A Comprehensive Guide to Azure Active Directory

3 min readAug 1, 2023

Cloud technologies have transformed how businesses function, enhancing flexibility, scalability, and operational efficiency. Among these cloud technologies, Azure Active Directory (Azure AD) is one of the most critical for managing digital identities and enabling seamless access to a plethora of services.

What is Azure Active Directory?

Azure Active Directory is a cloud-based identity and directory management service provided by Microsoft. It facilitates access not only to Azure services but also to a vast array of Software-as-a-Service (SaaS) applications such as Microsoft 365, DropBox, Concur, and Salesforce.

Azure AD incorporates several self-service options, like password reset, authentication, device management, hybrid identities, and Single Sign-On (SSO), substantially boosting productivity and reducing the need for IT intervention.

Core Concepts

Identity: This can be any object — a user, a group, a managed identity, or service principals — that can be authenticated.
Account: When data attributes are linked to an identity, it’s referred to as an account.

Azure AD vs. Azure Active Directory Domain Services (ADDS)
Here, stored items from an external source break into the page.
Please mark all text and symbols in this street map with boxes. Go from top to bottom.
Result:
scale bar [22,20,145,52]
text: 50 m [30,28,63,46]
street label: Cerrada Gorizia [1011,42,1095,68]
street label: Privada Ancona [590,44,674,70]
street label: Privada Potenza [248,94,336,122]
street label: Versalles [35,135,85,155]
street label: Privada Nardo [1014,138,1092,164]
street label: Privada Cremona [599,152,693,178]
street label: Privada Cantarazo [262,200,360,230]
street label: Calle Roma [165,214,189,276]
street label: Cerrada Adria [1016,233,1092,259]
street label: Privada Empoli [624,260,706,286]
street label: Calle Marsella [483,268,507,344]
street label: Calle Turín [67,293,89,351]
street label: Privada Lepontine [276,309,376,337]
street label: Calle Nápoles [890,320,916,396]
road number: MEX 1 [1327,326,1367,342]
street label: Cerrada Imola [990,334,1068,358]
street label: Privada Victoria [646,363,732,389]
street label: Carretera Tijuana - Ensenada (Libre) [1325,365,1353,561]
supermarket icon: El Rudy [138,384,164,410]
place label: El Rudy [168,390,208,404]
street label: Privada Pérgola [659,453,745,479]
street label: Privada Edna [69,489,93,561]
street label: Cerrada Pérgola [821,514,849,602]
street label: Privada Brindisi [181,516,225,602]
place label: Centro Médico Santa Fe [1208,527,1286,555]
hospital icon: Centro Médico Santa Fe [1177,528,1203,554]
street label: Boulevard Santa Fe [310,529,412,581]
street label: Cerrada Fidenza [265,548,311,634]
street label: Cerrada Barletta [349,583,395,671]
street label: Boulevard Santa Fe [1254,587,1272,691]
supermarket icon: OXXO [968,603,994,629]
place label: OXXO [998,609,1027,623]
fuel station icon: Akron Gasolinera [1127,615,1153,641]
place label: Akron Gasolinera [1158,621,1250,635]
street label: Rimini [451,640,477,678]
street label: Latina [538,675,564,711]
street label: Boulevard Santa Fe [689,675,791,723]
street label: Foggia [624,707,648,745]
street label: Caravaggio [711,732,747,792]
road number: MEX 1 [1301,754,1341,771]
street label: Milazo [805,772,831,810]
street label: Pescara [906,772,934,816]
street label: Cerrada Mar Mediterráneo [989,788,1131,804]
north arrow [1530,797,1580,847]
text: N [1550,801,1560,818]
There are key differences between Azure AD and Azure Active Directory Domain Services (ADDS):

Azure AD uses HTTP/HTTPS for queries, whereas ADDS employs LDAP.
Azure AD supports SAML, WS-Federation, OpenID Connect for Authentication, and OAuth for Authorization. Conversely, ADDS uses Kerberos for Authentication.
Azure AD enables federation setup with third-party providers, while ADDS supports federation only with other domains, and not third-party services.
Azure AD is a managed service, whereas ADDS requires a Virtual Machine (VM) or physical servers.

User Accounts

Azure AD utilizes accounts for authentication and authorization. Every user must have an account that can possess optional properties such as address, department, etc. These user accounts can be accessed from Azure AD → Users → All Users. Bulk operations like create, invite, and delete are possible.

Types of Identities

Cloud: Users who exist only in Azure AD, whether internal or external.
Guest Accounts: Users that exist outside of Azure and are invited for collaboration, including Microsoft Accounts, Live Accounts, etc.
Directory Sync Users: Users synced from your on-premise Windows AD. These users cannot be created in Azure AD but must be synced from the local AD.

Group Accounts

There are two types of group accounts: Security Groups and Microsoft 365 Groups. Depending on your needs, you can assign users or devices to these groups using assignment types: Assigned, Dynamic User, Dynamic Device (only for Security Group type).

Azure AD Join

Azure AD Join enables SSO, access to MS Store for Business, enterprise state roaming, Windows Hello support, device management, and on-premise access. This combination of features provides an integrated experience for end users and simplifies management tasks for IT admins.

Multi-tenant Environments

Azure AD supports multi-tenant environments, which means each AD organization or tenant is fully independent. They are resource-independent, have separate administrative rights, and their sync processes are independent.

Conclusion

Azure Active Directory stands as a lynchpin in the realm of cloud computing, enabling organizations to streamline their operations, boost productivity, and maintain high levels of security. By understanding its nuances and capabilities, you can harness its full potential and make it an integral part of your IT infrastructure.